The solid black line in Figure 2 (below) shows Box’s reconstruction of the sea level rise contribution from Greenland back into since the mid-1800s.

Figure 2. Various estimates of the time series of the Greenland ice-sheet mass contribution to global-mean sea-level rise. The reconstructions are plotted as ten-year running time-means of the sea-level equivalent of the rate of change of mass of the Greenland ice-sheet with respect to the mean of 1961–1990. The solid black line, labeled “B” is the net mass balance, including both surface mass balance and ice discharge from Jason Box. The horizontal dotted line indicates zero. The vertical lines indicate the years in which major volcanic eruptions occurred (from Gregory et al., 2012).

Notice the strong resemblance of Box’s reconstruction of the sea level contribution from Greenland with our reconstruction of the surface snow melt across Greenland.  The snow melt/sea level contribution is currently very high, was relatively low in the 1970s, 1980s, and 1990s, was high from the mid-1920s through the late 1960s, and was lower in the 1800s.

Considering that there are other factors besides snowmelt (like snow accumulation and calving glaciers) that contribute to Greenland’s net contributions to sea level rise, the two curves are remarkably similar. This is a strong indication that whatever is driving snowmelt (regional temperature) is also driving the net sea level contribution.

All of which we wrote in our paper:

This record of ice melt indicates that the melt extent observed since the late 1990s is among the highest likely to have occurred since the late 18th century, although recent values are not statistically different from those common during the period 1923–1961, a period when summer temperatures along the southern coast of Greenland were similarly high as those experienced in recent years.

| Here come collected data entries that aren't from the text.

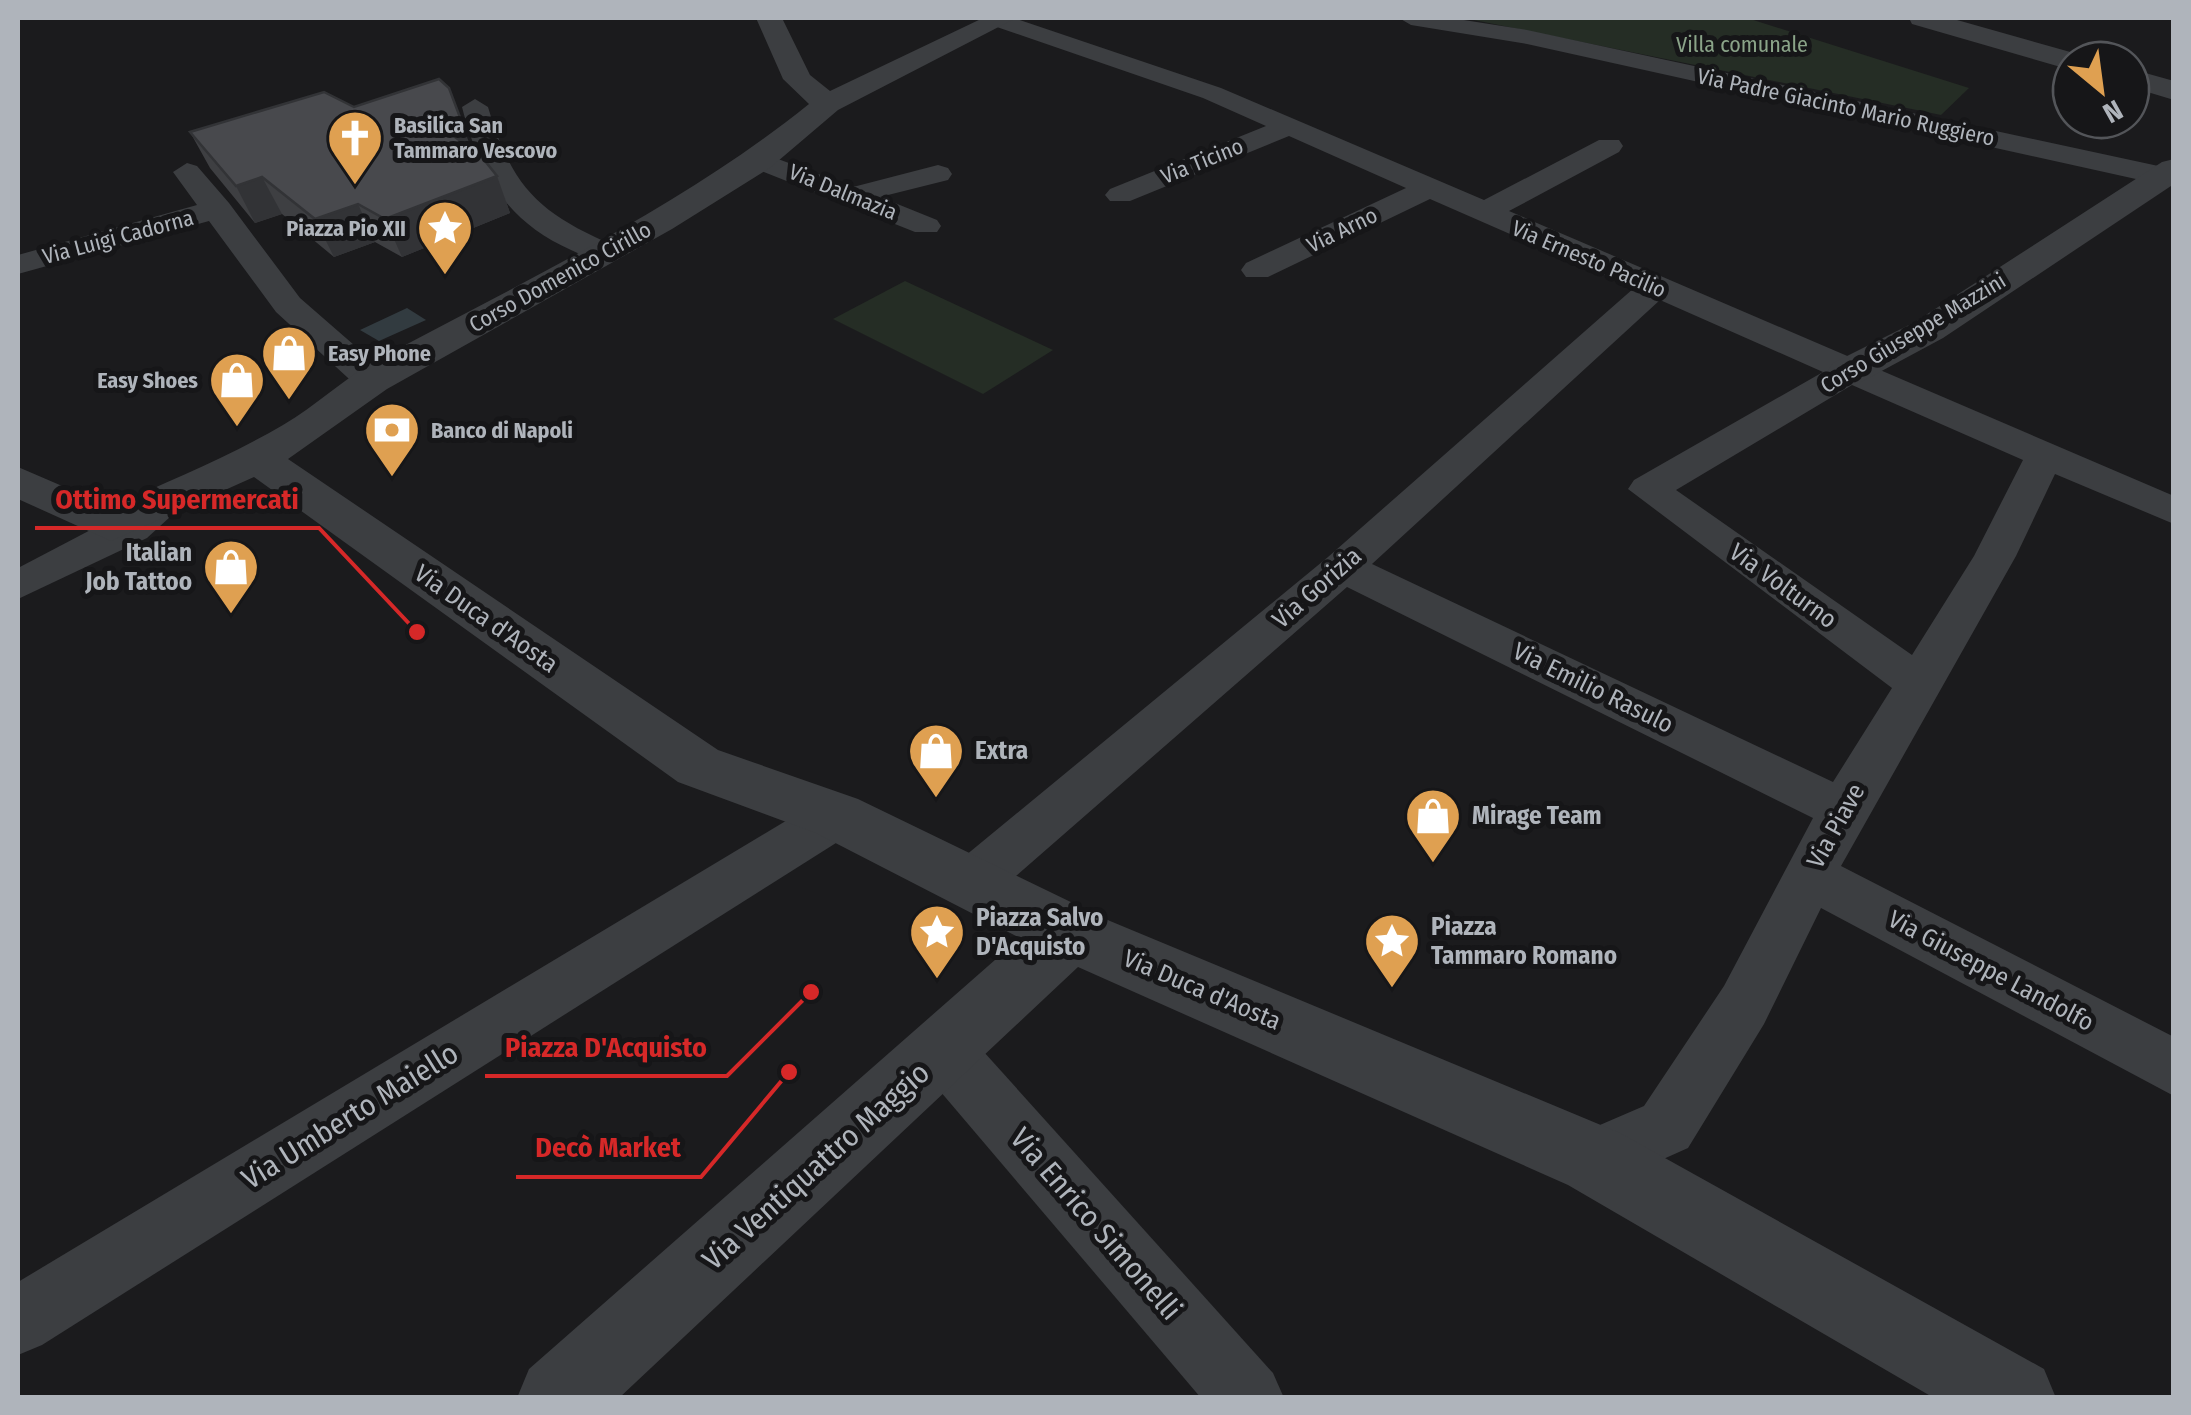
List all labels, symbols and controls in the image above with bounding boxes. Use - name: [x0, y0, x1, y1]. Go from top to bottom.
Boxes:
- park label: Villa comunale: [1676, 31, 1808, 58]
- north arrow: [2051, 40, 2151, 140]
- street label: Via Padre Giacinto Mario Ruggiero: [1695, 62, 1997, 152]
- text: N: [2098, 93, 2128, 130]
- church icon: Basilica San Tammaro Vescovo: [325, 108, 385, 187]
- place label: Basilica San Tammaro Vescovo: [394, 112, 558, 164]
- street label: Via Ticino: [1157, 132, 1247, 190]
- street label: Via Dalmazia: [785, 158, 901, 226]
- place icon: Piazza Pio XII: [415, 198, 475, 277]
- street label: Via Arno: [1302, 201, 1382, 259]
- street label: Via Luigi Cadorna: [39, 204, 197, 270]
- street label: Via Ernesto Pacilio: [1508, 214, 1670, 304]
- place label: Piazza Pio XII: [286, 215, 406, 242]
- street label: Corso Domenico Cirillo: [464, 216, 656, 338]
- street label: Corso Giuseppe Mazzini: [1815, 267, 2011, 399]
- shop icon: Easy Phone: [259, 323, 319, 402]
- place label: Easy Phone: [328, 340, 431, 367]
- shop icon: Easy Shoes: [207, 350, 267, 429]
- place label: Easy Shoes: [97, 367, 198, 394]
- bank icon: Banco di Napoli: [362, 400, 422, 479]
- place label: Banco di Napoli: [431, 417, 573, 444]
- callout: Ottimo Supermercati: [35, 470, 319, 528]
- text: Ottimo Supermercati: [55, 483, 299, 516]
- shop icon: Italian Job Tattoo: [201, 537, 261, 616]
- street label: Via Volturno: [1723, 537, 1843, 635]
- place label: Italian Job Tattoo: [84, 538, 192, 597]
- street label: Via Gorizia: [1266, 541, 1368, 635]
- street label: Via Duca d'Aosta: [408, 558, 564, 680]
- street label: Via Emilio Rasulo: [1508, 636, 1678, 740]
- shop icon: Extra: [906, 721, 966, 800]
- place label: Extra: [975, 736, 1028, 766]
- street label: Via Piave: [1801, 779, 1871, 873]
- shop icon: Mirage Team: [1403, 786, 1463, 865]
- place label: Mirage Team: [1472, 801, 1602, 831]
- place icon: Piazza Salvo D'Acquisto: [907, 902, 967, 981]
- place label: Piazza Salvo D'Acquisto: [976, 903, 1103, 962]
- street label: Via Giuseppe Landolfo: [1883, 904, 2099, 1038]
- place icon: Piazza Tammaro Romano: [1362, 911, 1422, 990]
- place label: Piazza Tammaro Romano: [1431, 912, 1617, 971]
- street label: Via Duca d'Aosta: [1119, 943, 1285, 1037]
- callout: Piazza D'Acquisto: [485, 1018, 727, 1076]
- text: Piazza D'Acquisto: [505, 1031, 707, 1064]
- street label: Via Umberto Maiello: [235, 1035, 465, 1197]
- street label: Via Ventiquattro Maggio: [695, 1055, 937, 1277]
- callout: Decò Market: [516, 1119, 701, 1177]
- street label: Via Enrico Simonelli: [1003, 1121, 1189, 1327]
- text: Decò Market: [535, 1131, 682, 1164]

Our reconstruction indicates that if the current trend toward increasing melt extent continues, total melt across the Greenland ice sheet will exceed historic values of the past two and a quarter centuries

…The forces acting in concert with ice melt across Greenland to produce higher global sea levels currently, should also have been acting during the extended high‐melt conditions from the mid‐1920s to the early 1960s.

And we also added this concerning the significance of Greenland’s contribution to the total global sea level rise:

[T]here is no indication that the increased contribution from the Greenland melt in the early to mid 20th century, a roughly 40 year interval when average annual melt was more or less equivalent to the average of the most recent 10 years (2000–2009), resulted in a rate of global sea level rise that exceeded ~mm/yr.  This suggests that Greenland’s contribution to global sea level rise, even during multidecadal conditions as warm as during the past several years, is relatively modest.

Figure 3 (anther figure from the new paper from Gregory et al., 2012) shows the breakdown of the factors contributing to the global rise in sea level of the past century and a half.  Greenland’s contribution (based on Box’s reconstruction) is the pale green line (labeled “Greenland-B” in the legend). I think it is pretty fair to characterize this as “modest.”

Figure 3. Observational (black) and a reconstructed (red) time series of global mean sea-level rise (thick lines, with 5–95% observational uncertainty shaded), also showing the contributions to the latter (thin lines), identified by the time series initials in the key (from Gregory et al., 2012).

Why was such a big deal was made about our research results and “denialist” credentials when subsequent results, made by the very person who went ad hominem, completely replicate our findings?

References:

Box, J. E., Greenland ice sheet mass balance reconstruction. Part III: Marine ice loss and total mass balance (1840–2010). Journal of Climate, submitted (as cited by Gregory et al., 2012).

Frauenfeld, O.W., P.C. Knappenberger, and P.J. Michaels, 2011. A reconstruction of annual Greenland ice melt extent, 1785-2009. Journal of Geophysical Research, 116, D08104, doi: 10.1029/2010JD014918.

Gregory, J., et al., 2012. Twentieth-century global-mean sea-level rise: is the whole greater than the sum of the parts? Journal of Climate, doi:10.1175/JCLI-D-12-00319.1, in press.

Climate Sensitivity Going Down

Global Science Report is a weekly feature from the Center for the Study of Science, where we highlight one or two important new items in the scientific literature or the popular media. For broader and more technical perspectives, consult our monthly “Current Wisdom.”

“Climate sensitivity” is the amount that the average global surface temperature will rise, given a doubling of the concentration of atmospheric carbon dioxide (CO2) in the atmosphere from its pre-industrial value. This metric is the key to understanding how much global warming will occur as we continue to burn fossil fuels for energy and emit the resultant CO2 into the atmosphere.

The problem is that we don’t know what the value of the climate sensitivity really is.

In its Fourth Assessment Report, released in 2007, the United Nations’ Intergovernmental Panel on Climate Change (IPCC) had this to say about the climate sensitivity:

It is likely to be in the range 2°C to 4.5°C with a best estimate of about 3.0°C, and is very unlikely to be less than 1.5°C. Values substantially higher than 4.5°C cannot be excluded…

In IPCC parlance, the term “likely” means a probability of greater than 66% and “very likely” means a greater than 90% change of occurrence. The IPCC’s 90% range for the climate sensitivity  includes values at the low end which, if proven true, would engender very little concern over our use of fossil fuels as a primary energy source, and values at the high end would generate calls for frantic efforts (which would likely fail)  to lower carbon dioxide emissions.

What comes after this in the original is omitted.